Segment Start: Records for this exercise

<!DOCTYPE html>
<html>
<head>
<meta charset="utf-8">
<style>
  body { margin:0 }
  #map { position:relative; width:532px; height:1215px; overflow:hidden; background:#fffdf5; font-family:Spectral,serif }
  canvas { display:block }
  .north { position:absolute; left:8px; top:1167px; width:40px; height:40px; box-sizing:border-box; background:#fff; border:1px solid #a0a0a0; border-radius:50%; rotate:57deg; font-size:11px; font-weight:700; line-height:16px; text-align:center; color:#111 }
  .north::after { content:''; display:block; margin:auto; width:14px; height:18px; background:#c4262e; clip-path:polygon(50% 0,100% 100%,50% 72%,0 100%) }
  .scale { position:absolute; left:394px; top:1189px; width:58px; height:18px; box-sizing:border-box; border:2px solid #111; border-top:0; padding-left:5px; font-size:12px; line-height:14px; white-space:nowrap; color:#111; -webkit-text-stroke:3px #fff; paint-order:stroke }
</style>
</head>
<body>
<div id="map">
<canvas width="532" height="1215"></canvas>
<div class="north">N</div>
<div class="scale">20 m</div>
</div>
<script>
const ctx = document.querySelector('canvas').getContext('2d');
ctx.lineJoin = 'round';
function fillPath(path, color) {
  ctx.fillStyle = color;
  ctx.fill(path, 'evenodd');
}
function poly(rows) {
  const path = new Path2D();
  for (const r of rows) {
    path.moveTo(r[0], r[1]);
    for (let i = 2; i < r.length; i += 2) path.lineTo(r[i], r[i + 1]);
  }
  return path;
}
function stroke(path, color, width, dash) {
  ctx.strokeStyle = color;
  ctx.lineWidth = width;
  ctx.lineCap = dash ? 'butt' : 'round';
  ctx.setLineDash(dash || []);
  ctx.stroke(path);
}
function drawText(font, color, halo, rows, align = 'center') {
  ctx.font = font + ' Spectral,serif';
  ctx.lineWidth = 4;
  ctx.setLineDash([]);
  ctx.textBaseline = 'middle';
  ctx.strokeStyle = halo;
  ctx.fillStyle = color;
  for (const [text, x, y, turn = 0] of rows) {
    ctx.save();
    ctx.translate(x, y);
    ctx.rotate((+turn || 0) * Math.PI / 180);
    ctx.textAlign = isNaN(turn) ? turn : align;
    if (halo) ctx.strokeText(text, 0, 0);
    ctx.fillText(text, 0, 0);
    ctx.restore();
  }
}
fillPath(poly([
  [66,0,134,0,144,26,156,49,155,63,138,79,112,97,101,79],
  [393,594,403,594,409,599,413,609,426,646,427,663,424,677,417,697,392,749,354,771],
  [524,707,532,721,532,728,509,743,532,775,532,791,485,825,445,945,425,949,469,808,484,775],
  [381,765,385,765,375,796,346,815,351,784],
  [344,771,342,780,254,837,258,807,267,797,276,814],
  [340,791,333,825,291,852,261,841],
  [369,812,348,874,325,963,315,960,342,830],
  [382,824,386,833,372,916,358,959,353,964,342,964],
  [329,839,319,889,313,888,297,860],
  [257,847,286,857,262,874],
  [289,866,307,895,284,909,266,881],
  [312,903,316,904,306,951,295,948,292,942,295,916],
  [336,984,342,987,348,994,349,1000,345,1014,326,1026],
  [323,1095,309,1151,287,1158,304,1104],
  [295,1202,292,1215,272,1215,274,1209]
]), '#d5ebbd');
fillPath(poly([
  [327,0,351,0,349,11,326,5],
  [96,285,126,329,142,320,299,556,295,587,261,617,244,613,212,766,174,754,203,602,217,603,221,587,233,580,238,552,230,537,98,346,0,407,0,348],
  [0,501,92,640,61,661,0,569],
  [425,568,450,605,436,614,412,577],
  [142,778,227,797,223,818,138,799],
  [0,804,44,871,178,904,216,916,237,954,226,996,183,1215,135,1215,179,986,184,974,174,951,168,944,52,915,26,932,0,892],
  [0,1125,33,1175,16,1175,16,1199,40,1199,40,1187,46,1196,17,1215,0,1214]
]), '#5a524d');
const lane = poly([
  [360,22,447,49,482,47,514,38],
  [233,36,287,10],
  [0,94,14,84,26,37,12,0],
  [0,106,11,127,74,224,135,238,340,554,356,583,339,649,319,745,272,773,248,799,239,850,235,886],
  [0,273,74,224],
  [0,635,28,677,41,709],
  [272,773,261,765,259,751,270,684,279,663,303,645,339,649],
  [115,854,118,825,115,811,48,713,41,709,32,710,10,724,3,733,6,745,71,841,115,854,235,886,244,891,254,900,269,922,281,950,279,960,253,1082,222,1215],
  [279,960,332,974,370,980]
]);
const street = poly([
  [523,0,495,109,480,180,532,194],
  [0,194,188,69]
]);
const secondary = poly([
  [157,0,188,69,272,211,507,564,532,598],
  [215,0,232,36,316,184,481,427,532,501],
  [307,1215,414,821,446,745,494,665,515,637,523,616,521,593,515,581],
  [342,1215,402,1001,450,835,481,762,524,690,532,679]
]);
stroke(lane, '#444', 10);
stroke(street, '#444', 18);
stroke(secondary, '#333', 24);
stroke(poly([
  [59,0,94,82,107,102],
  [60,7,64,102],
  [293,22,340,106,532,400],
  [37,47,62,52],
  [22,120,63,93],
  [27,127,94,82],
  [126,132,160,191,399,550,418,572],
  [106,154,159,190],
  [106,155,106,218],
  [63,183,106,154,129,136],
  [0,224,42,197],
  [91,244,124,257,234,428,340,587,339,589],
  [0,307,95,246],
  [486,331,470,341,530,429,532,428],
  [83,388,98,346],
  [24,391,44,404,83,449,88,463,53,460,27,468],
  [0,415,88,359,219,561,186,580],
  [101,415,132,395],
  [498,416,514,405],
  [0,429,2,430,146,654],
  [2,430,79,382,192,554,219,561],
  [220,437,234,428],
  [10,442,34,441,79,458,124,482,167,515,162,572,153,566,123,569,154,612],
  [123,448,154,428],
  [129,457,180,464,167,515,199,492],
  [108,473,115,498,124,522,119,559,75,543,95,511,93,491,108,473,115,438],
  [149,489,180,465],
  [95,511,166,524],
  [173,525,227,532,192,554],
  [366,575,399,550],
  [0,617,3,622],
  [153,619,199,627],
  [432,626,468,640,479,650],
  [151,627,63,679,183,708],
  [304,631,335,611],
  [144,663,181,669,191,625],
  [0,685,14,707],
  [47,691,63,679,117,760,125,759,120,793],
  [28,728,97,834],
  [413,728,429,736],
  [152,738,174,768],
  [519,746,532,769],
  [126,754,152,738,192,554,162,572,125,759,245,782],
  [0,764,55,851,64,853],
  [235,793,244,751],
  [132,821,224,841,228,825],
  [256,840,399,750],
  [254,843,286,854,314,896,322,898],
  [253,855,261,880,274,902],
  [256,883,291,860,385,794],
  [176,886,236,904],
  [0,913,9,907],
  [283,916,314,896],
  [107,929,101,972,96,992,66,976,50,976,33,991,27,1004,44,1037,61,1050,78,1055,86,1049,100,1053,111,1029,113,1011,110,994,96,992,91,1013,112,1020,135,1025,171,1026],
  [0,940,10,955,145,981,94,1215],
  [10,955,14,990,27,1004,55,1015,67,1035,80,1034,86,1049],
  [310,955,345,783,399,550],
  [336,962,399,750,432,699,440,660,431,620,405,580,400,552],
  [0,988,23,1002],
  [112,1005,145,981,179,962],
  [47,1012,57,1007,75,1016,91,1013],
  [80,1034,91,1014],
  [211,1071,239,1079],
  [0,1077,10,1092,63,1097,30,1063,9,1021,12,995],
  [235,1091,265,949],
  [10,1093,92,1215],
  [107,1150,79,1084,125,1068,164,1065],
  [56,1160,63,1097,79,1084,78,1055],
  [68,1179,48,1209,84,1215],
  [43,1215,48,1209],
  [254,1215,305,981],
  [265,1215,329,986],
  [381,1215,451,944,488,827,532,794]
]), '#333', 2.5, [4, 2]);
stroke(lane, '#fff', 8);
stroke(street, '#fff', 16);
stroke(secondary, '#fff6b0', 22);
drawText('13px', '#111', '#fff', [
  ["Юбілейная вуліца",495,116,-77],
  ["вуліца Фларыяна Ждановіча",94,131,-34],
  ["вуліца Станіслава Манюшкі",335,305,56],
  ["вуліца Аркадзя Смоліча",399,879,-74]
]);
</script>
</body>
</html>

Segment End: Records for this exercise

== About this exercise ==
With the first line of the material as the start and the line containing "position:absolute; left:8px; top:1167px;" as the end, repeat that span exactly and add nothing.

== Response to the exercise ==
<!DOCTYPE html>
<html>
<head>
<meta charset="utf-8">
<style>
  body { margin:0 }
  #map { position:relative; width:532px; height:1215px; overflow:hidden; background:#fffdf5; font-family:Spectral,serif }
  canvas { display:block }
  .north { position:absolute; left:8px; top:1167px; width:40px; height:40px; box-sizing:border-box; background:#fff; border:1px solid #a0a0a0; border-radius:50%; rotate:57deg; font-size:11px; font-weight:700; line-height:16px; text-align:center; color:#111 }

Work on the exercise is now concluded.